Is ‘global’ higher education a friend or a foe?
3rd February 2022 : 14:00 - 15:00
Speaker: Simon Marginson, University of Oxford
Location: Zoom webinar, registration required
Space making in knowledge and higher education opens up new freedoms but is inevitably subject to contestation over power. Geo-cognitive scales such ‘the global’ or ‘the national’ are constituted by three elements: the material (structural), the imagination/interpretation of agents, and the social practices of agents. ‘Global’ higher education is neither good or bad in itself – it depends on how we understand it and what we do with it.
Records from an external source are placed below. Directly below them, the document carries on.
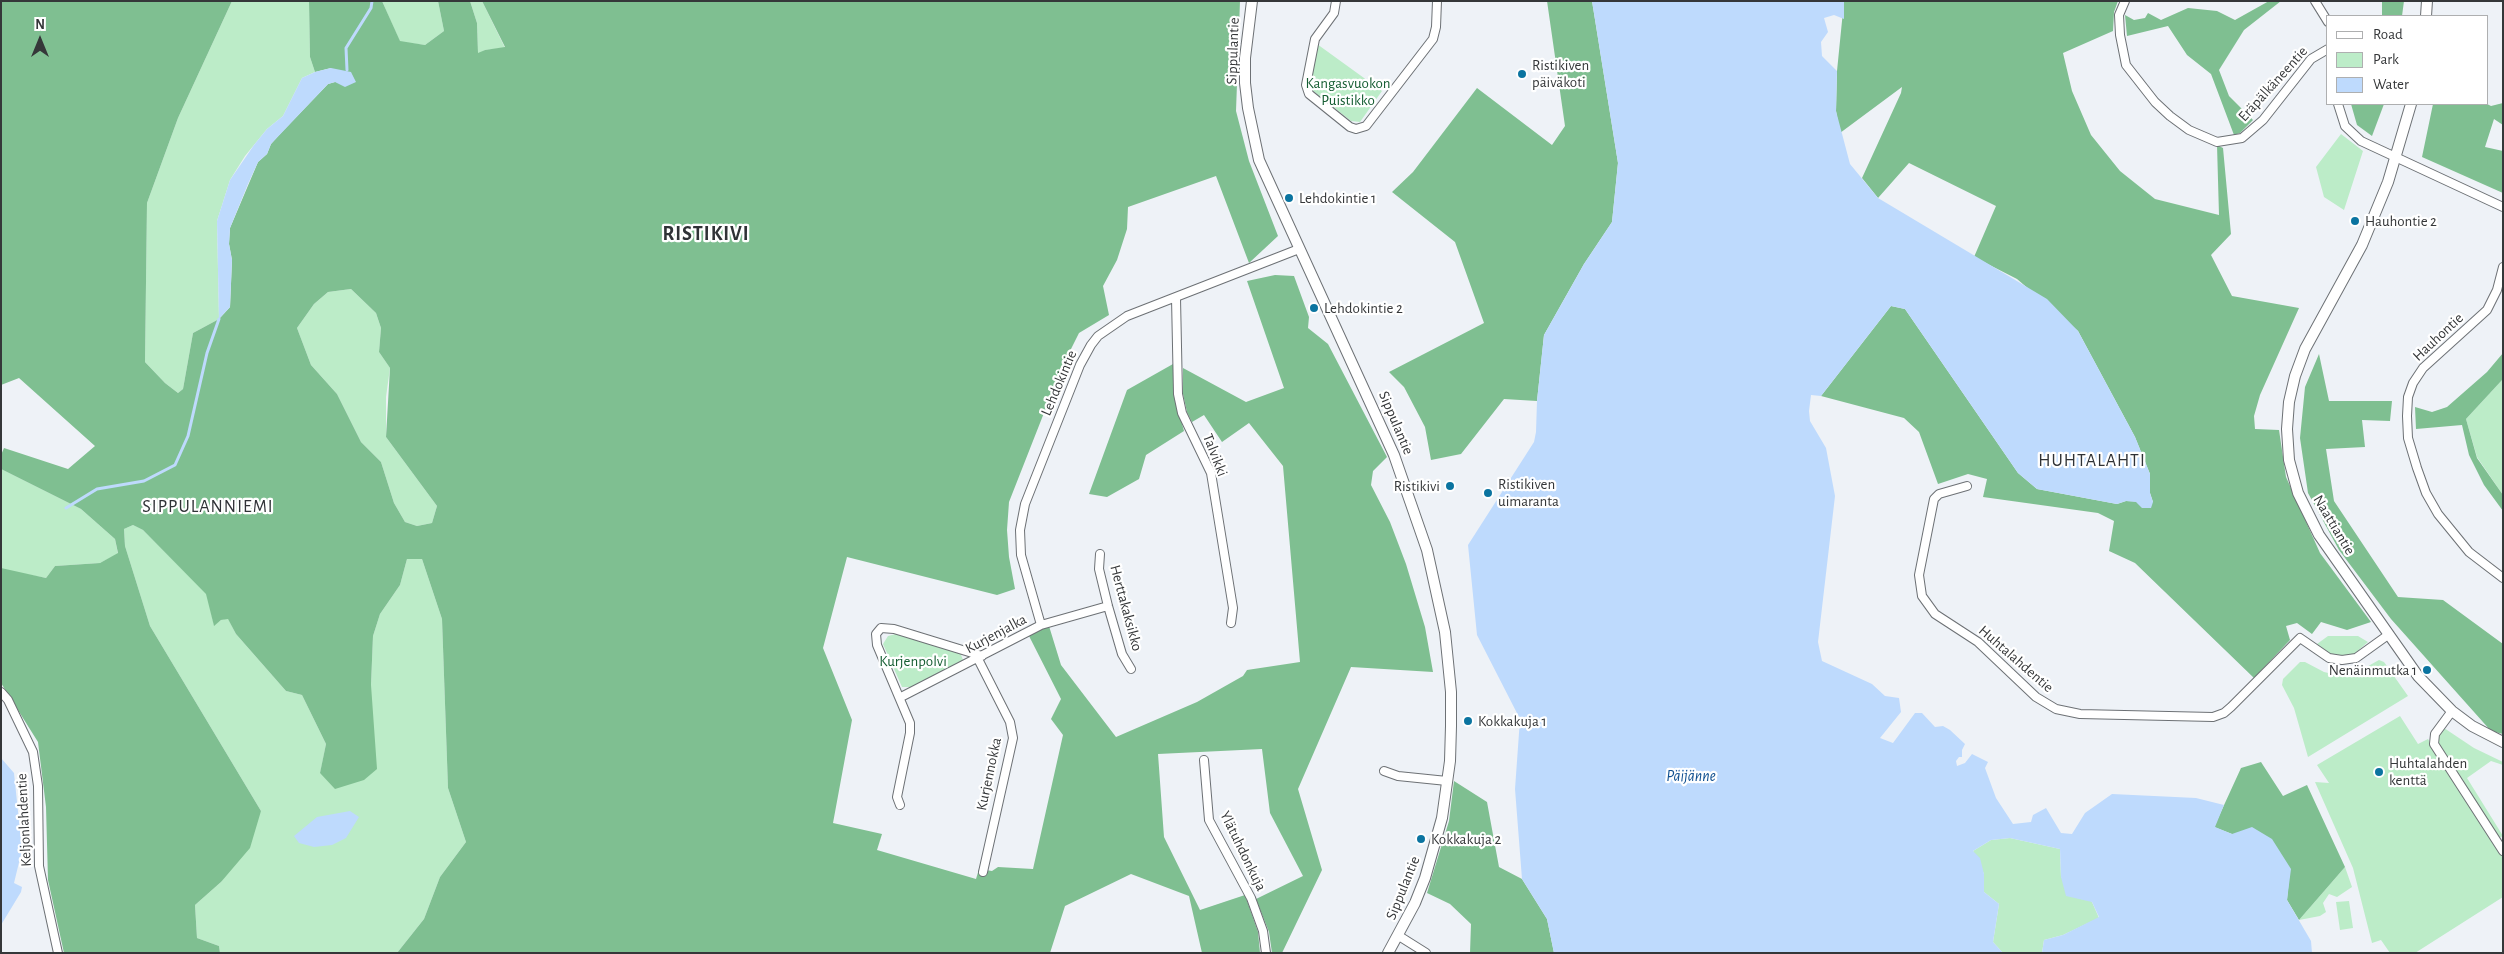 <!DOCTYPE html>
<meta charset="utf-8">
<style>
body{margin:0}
#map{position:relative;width:2504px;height:954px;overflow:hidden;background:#eef2f7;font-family:"Alegreya Sans",sans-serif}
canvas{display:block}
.frame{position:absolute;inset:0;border:2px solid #353739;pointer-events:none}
.legend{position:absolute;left:2326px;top:15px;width:162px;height:90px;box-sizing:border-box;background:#fff;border:1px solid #aeafb0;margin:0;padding:6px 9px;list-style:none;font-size:15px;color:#353739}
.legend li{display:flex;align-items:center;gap:10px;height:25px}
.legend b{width:25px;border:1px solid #aeafb0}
.north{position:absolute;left:15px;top:15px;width:50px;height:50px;-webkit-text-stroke:4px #fff;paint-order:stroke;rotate:0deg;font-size:14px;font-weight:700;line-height:20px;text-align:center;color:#353739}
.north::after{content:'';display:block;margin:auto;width:18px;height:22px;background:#353739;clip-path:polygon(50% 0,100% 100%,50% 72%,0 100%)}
</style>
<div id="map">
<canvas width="2504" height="954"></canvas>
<div class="frame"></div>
<ul class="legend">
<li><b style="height:6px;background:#fff"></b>Road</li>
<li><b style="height:14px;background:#bcecc8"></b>Park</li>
<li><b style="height:14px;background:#bedafd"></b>Water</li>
</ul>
<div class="north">N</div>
</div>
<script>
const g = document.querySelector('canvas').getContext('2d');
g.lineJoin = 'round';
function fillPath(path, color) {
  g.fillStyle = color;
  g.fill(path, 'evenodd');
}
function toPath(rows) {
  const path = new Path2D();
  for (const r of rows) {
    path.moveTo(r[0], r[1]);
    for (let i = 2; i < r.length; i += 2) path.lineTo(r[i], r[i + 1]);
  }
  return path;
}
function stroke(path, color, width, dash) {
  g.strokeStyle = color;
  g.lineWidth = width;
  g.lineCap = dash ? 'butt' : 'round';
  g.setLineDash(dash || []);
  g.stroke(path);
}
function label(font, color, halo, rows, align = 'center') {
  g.font = font + ' "Alegreya Sans",sans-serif';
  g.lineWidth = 4.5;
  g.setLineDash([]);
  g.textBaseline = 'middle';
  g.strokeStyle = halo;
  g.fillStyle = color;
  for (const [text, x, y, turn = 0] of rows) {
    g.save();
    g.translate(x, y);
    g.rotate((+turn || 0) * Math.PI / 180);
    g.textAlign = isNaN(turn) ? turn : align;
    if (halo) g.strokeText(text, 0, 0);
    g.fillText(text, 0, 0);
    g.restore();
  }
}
fillPath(toPath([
 [232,1,309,1,310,57,315,72,302,78,283,116,267,129,245,156,230,180,217,221,219,319,193,333,183,389,178,393,165,383,145,362,147,203,178,118],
 [382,1,438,1,444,31,425,45,400,42],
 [470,1,482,1,505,48,485,50,478,54,477,23],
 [1317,44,1382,91,1360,122,1351,121,1312,90,1310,81],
 [2341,134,2363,151,2344,210,2324,197,2316,167],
 [351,289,376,313,381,328,379,352,390,368,386,397,386,437,437,506,432,523,417,526,405,522,394,503,381,462,361,442,337,394,311,365,297,328,314,304,328,292],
 [2503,379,2503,495,2477,457,2466,419],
 [1,469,81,509,115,539,118,554,100,563,55,566,46,578,4,570,1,568],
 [133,525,143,530,207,594,214,625,221,620,228,618,236,634,286,691,302,695,326,744,320,774,371,685,373,636,380,614,400,585,407,559,422,559,442,619,448,788,466,842,440,877,424,919,397,953,220,953,219,946,197,938,195,905,221,882,261,811,150,626,125,546,124,529],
 [900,633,960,652,963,660,961,663,913,687,902,687,883,644,888,636],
 [2328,636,2358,636,2368,642,2354,654,2338,656,2330,654,2317,644],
 [2379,660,2384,662,2408,696,2308,757,2294,708,2282,685,2283,679,2300,662,2305,662,2324,672,2341,676,2361,670],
 [2400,716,2418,744,2428,739,2503,857,2503,897,2415,953,2390,953,2381,940,2372,943,2353,868,2315,782,2329,783,2317,765],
 [2444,728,2474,748,2503,762,2503,765,2491,761,2467,778,2503,836,2499,838,2439,745,2439,734],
 [2010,838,2060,849,2061,877,2092,902,2099,918,2063,935,2044,940,2042,953,2003,953,1993,942,1999,904,1984,892,1984,874,1973,851,1991,840],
 [2345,867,2352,887,2337,897,2329,894,2323,903,2326,912,2320,916,2299,920],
 [2349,901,2353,928,2340,930,2336,902]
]), '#bcecc8');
fillPath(toPath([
 [1,1,232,1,178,118,147,203,145,362,165,383,178,393,183,389,193,333,219,319,230,307,232,260,229,244,230,228,258,162,267,154,271,144,279,135,328,84,335,82,331,68,315,72,310,57,309,1,382,1,400,41,425,45,444,31,438,1,470,1,477,23,478,53,485,50,505,47,482,1,1240,1,1236,111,1249,161,1278,236,1249,263,1216,176,1128,207,1127,229,1117,260,1103,286,1109,315,1079,333,1062,367,1009,502,1007,530,1009,557,1015,589,997,595,847,557,823,648,852,720,833,823,882,834,877,850,976,879,979,869,992,871,998,867,1033,869,1063,735,1051,719,1061,699,1029,636,1049,626,1061,665,1116,737,1197,702,1243,676,1247,670,1300,662,1283,466,1249,423,1222,442,1204,415,1192,422,1187,412,1183,394,1183,368,1246,402,1284,388,1247,281,1275,275,1294,276,1309,317,1308,328,1328,344,1387,457,1373,471,1371,485,1390,522,1406,564,1425,627,1433,672,1351,667,1298,789,1322,870,1282,953,1272,953,1269,932,1256,899,1303,876,1270,813,1262,749,1158,754,1164,837,1200,910,1245,895,1258,932,1260,953,1202,953,1189,896,1131,874,1065,906,1050,953,397,953,424,919,440,877,466,842,448,788,442,619,422,559,407,559,400,585,380,614,373,636,371,685,377,769,364,780,335,789,320,773,326,744,302,695,286,691,236,634,228,619,221,620,214,626,206,594,143,530,133,525,124,529,125,546,150,626,261,811,250,848,221,882,195,905,197,938,219,946,220,953,64,953,48,880,46,807,38,742,1,683,1,568,46,578,55,566,100,563,118,553,115,539,81,509,1,469,1,455,4,448,68,469,95,446,19,378,1,385],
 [351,289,376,313,381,328,379,352,390,368,386,437,437,506,432,523,417,526,405,522,394,503,381,462,361,442,337,394,311,365,297,328,314,304,328,292],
 [1547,1,1592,1,1618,163,1612,222,1584,264,1544,335,1537,401,1504,399,1461,454,1431,460,1425,427,1404,387,1389,372,1484,323,1455,242,1392,192,1413,172,1477,88,1552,145,1565,126],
 [1844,1,2118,1,2114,12,2113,31,2063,53,2072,91,2091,135,2120,171,2155,199,2219,215,2217,145,2223,148,2231,234,2211,255,2232,296,2299,308,2260,395,2254,416,2255,429,2279,430,2286,477,2320,553,2371,622,2347,630,2321,622,2312,634,2297,623,2286,626,2290,640,2254,678,2135,563,2109,551,2114,521,2098,513,1983,497,1987,479,1968,474,1938,484,1919,432,1904,418,1821,396,1891,306,1905,309,2018,473,2037,489,2117,504,2126,501,2153,502,2150,493,2150,474,2135,437,2078,331,2017,279,1974,257,1996,206,1909,163,1878,198,1862,178,1901,93,1902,87,1840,133,1836,111,1837,71],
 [2269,1,2281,1,2244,30,2219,70,2229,96,2253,120,2240,133,2234,135,2211,74,2187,55,2168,26,2127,36,2125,15,2134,20,2145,18,2148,13,2161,20,2188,8,2217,11,2235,20],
 [2382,1,2404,1,2402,16,2382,16],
 [2503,103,2503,125,2494,119,2485,147,2503,151,2503,193,2422,157,2433,104,2487,104,2491,106],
 [2351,104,2384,104,2372,136,2357,125],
 [2503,353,2503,379,2466,419,2477,458,2503,495,2503,511,2484,485,2469,455,2462,425,2416,429,2415,407,2432,412,2447,407,2487,372],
 [2319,354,2329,401,2392,401,2390,421,2362,420,2365,447,2326,449,2334,501,2398,597,2443,600,2503,644,2503,734,2491,731,2391,619,2339,550,2308,493,2300,438,2305,387],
 [1173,364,1174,395,1184,431,1146,455,1139,479,1107,497,1089,494,1127,390],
 [2261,762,2283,796,2307,785,2345,867,2299,920,2287,900,2290,869,2232,834,2214,827,2241,768],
 [1454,781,1487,802,1499,867,1522,879,1547,919,1554,953,1470,953,1471,924,1450,904,1427,893,1449,821]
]), '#7fbf91');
fillPath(toPath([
 [1592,1,1844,1,1844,19,1834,15,1824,18,1828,32,1821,42,1822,56,1837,71,1836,111,1850,164,1878,198,2047,299,2078,331,2135,437,2150,474,2150,493,2153,502,2151,508,2142,508,2136,502,2126,501,2117,504,2037,489,2018,473,1905,309,1891,306,1821,396,1811,395,1809,411,1810,421,1826,448,1835,496,1818,642,1822,661,1872,684,1885,696,1899,698,1901,712,1880,738,1893,743,1915,713,1922,713,1935,727,1943,726,1950,730,1965,744,1962,750,1962,757,1959,757,1956,761,1957,766,1965,763,1972,754,1988,762,1985,768,1996,798,2013,824,2031,822,2033,815,2046,808,2061,833,2072,834,2085,813,2112,794,2196,798,2224,805,2215,827,2232,834,2252,827,2272,839,2291,869,2287,900,2311,941,2312,953,2042,953,2044,940,2063,935,2099,917,2092,902,2066,896,2061,877,2060,849,2010,838,1991,840,1973,851,1980,858,1984,874,1984,892,1999,904,1993,942,2003,953,1554,953,1547,919,1522,879,1515,789,1520,719,1477,635,1468,545,1534,442,1536,432,1537,401,1544,335,1584,264,1612,222,1618,163],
 [331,68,351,72,356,82,345,87,335,82,328,84,271,144,267,154,258,162,248,184,230,228,229,244,232,260,230,307,219,319,217,221,230,180,254,145,267,129,283,116,302,78,315,72],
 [1,758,14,773,22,850,14,883,22,887,21,892,1,925],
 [350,811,359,817,346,838,332,845,314,847,299,843,294,836,317,817]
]), '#bedafd');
stroke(toPath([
 [347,70,346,48,371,8,372,1],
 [66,508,97,489,144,481,175,465,188,436,207,353,219,319]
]), '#bedafd', 3);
const minor = toPath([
 [1336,1,1334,13,1315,39,1306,85,1309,94,1350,127,1356,129,1366,126,1433,39,1436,27,1437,1],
 [2125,1,2119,15,2120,35,2126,65,2155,102,2170,116,2189,130,2217,142,2242,138,2263,120,2311,59,2328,49],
 [2315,1,2328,22],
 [2338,104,2345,126,2361,141,2503,207],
 [2503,267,2497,290,2487,310,2423,368,2413,383,2408,397,2407,416,2408,438,2417,468,2426,493,2438,514,2469,552,2503,578],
 [1176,298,1178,394,1182,413,1211,473,1233,608,1231,623],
 [1967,486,1939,494,1934,499,1919,575,1922,596,1935,614,1978,642,2036,697,2056,709,2080,714,2213,717,2224,713,2231,707,2300,638,2329,658,2342,660,2356,658,2388,635],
 [1100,554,1099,569,1108,606,1122,654,1131,669],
 [1041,625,1021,555,1020,530,1025,504,1080,365,1091,345,1098,336,1127,316,1299,249],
 [978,659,1010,722,1013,738,983,872],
 [1,692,8,700,33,752,38,786,39,866,58,953],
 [901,697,1041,625,1108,606],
 [2452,711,2435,734,2434,744,2503,851],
 [1204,760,1209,820,1251,898,1263,931,1266,953],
 [1384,771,1398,776,1447,781],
 [900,805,897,797,910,733,910,723,877,645,876,634,881,628,894,629,982,656],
 [1399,936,1426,953]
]);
const tertiary = toPath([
 [1252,1,1245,58,1245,83,1248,108,1259,160,1394,455,1427,550,1445,632,1451,692,1451,726,1450,761,1442,818,1425,878,1415,903,1388,953],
 [2426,16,2427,1],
 [2411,104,2388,182,2362,245,2305,349,2295,376,2289,402,2287,429,2289,460,2298,493,2319,535,2418,676,2452,711,2472,726,2503,742]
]);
stroke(minor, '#6d7175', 10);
stroke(tertiary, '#6d7175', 12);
stroke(minor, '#fff', 8);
stroke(tertiary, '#fff', 10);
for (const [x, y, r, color] of [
 [1522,74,5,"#0b74a0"],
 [1289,198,5,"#0b74a0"],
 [2355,221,5,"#0b74a0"],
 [1314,308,5,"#0b74a0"],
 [1450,486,5,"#0b74a0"],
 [1488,493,5,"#0b74a0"],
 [2427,670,5,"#0b74a0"],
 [1468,721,5,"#0b74a0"],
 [2379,772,5,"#0b74a0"],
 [1421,839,5,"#0b74a0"]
]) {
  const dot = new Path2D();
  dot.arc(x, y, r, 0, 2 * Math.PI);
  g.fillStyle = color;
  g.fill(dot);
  stroke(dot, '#fff', 2);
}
label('15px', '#353739', '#fff', [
 ["Sippulantie",1233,51,-88],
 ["Eräpälkäneentie",2273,84,-48],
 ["Hauhontie",2438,337,-43],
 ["Lehdokintie",1059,383,-67],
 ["Sippulantie",1396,423,67],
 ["Talvikki",1215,455,69],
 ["Naattiantie",2334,525,59],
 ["Herttakaksikko",1126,608,75],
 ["Kurjenjalka",996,634,-28],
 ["Huhtalahdentie",2016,659,41],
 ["Kurjennokka",989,774,-78],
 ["Keljonlahdentie",24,820,-93],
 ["Ylätuhdonkuja",1243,851,64],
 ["Sippulantie",1403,888,-68]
]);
label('15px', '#353739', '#fff', [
 ["Ristikiven",1532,65],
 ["päiväkoti",1532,82],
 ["Lehdokintie 1",1299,198],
 ["Hauhontie 2",2365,221],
 ["Lehdokintie 2",1324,308],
 ["Ristikiven",1498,484],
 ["uimaranta",1498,501],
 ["Ristikivi",1440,486,"right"],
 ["Nenäinmutka 1",2417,670,"right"],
 ["Kokkakuja 1",1478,721],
 ["Huhtalahden",2389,763],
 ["kenttä",2389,780],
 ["Kokkakuja 2",1431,839]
], 'left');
label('15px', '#155d32', '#fff', [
 ["Kangasvuokon",1348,83],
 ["Puistikko",1348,100],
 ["Kurjenpolvi",913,661]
]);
label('italic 16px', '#0f4f90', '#fff', [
 ["Päijänne",1691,776]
]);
g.letterSpacing = '1px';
label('18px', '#2f3236', '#fff', [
 ["HUHTALAHTI",2092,461],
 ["SIPPULANNIEMI",208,507]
]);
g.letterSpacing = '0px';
g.letterSpacing = '1px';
label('bold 20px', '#2f3236', '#fff', [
 ["RISTIKIVI",706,234]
]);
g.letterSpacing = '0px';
</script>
In the weakly regulated space across and between nation-states there is a vast range of possibilities, potential to advance our cooperation and address our greatest challenges. So far, since the roll-out of the Internet in the 1990s, global higher education has had a mixed record. It has seen remarkable openness, dynamism and innovations, and also old/new forms of hierarchy, capture and closure. Potentials for multi-scalar understanding and ‘thinking through the world’ (Zhao Tingyang) have been enhanced. However, the more common perspectives have been methodological globalism, which exaggerates the weight of the global; and methodological nationalism, which shrinks from the openness of global relations, reasserts familiar controls and blocks one-world potentials from view. Joined together, these two limiting ways of thinking are mobilised to justify a Euro-American (and primarily Anglo-American) monoculture in higher education and knowledge. Methodological globalism facilitates the neo-liberal claim to intervene anywhere in the higher education world without regard for local traditions and agents or their potential to contribute to the global conversation. Methodological nationalism justifies claims to cultural superiority without any obligation to engage with the other. Neoliberal globalisation takes the national interests of neo-imperial countries, and their worldviews and ideologies, to every corner of higher education. Fortunately, this does not exhaust the open possibilities of global higher education. Like geo-politics as a whole, the higher education world is moving towards multi-polarity; and though the epistemic regime is still closed, nothing stays the same for very long. Higher education and knowledge-building foster agency. People in higher education can build cross-border relations based on mutual respect, appreciation of national and cultural diversity, and awareness of our common fate.
This webinar is part of the free public seminar programme hosted by the Centre for Global Higher Education (CGHE).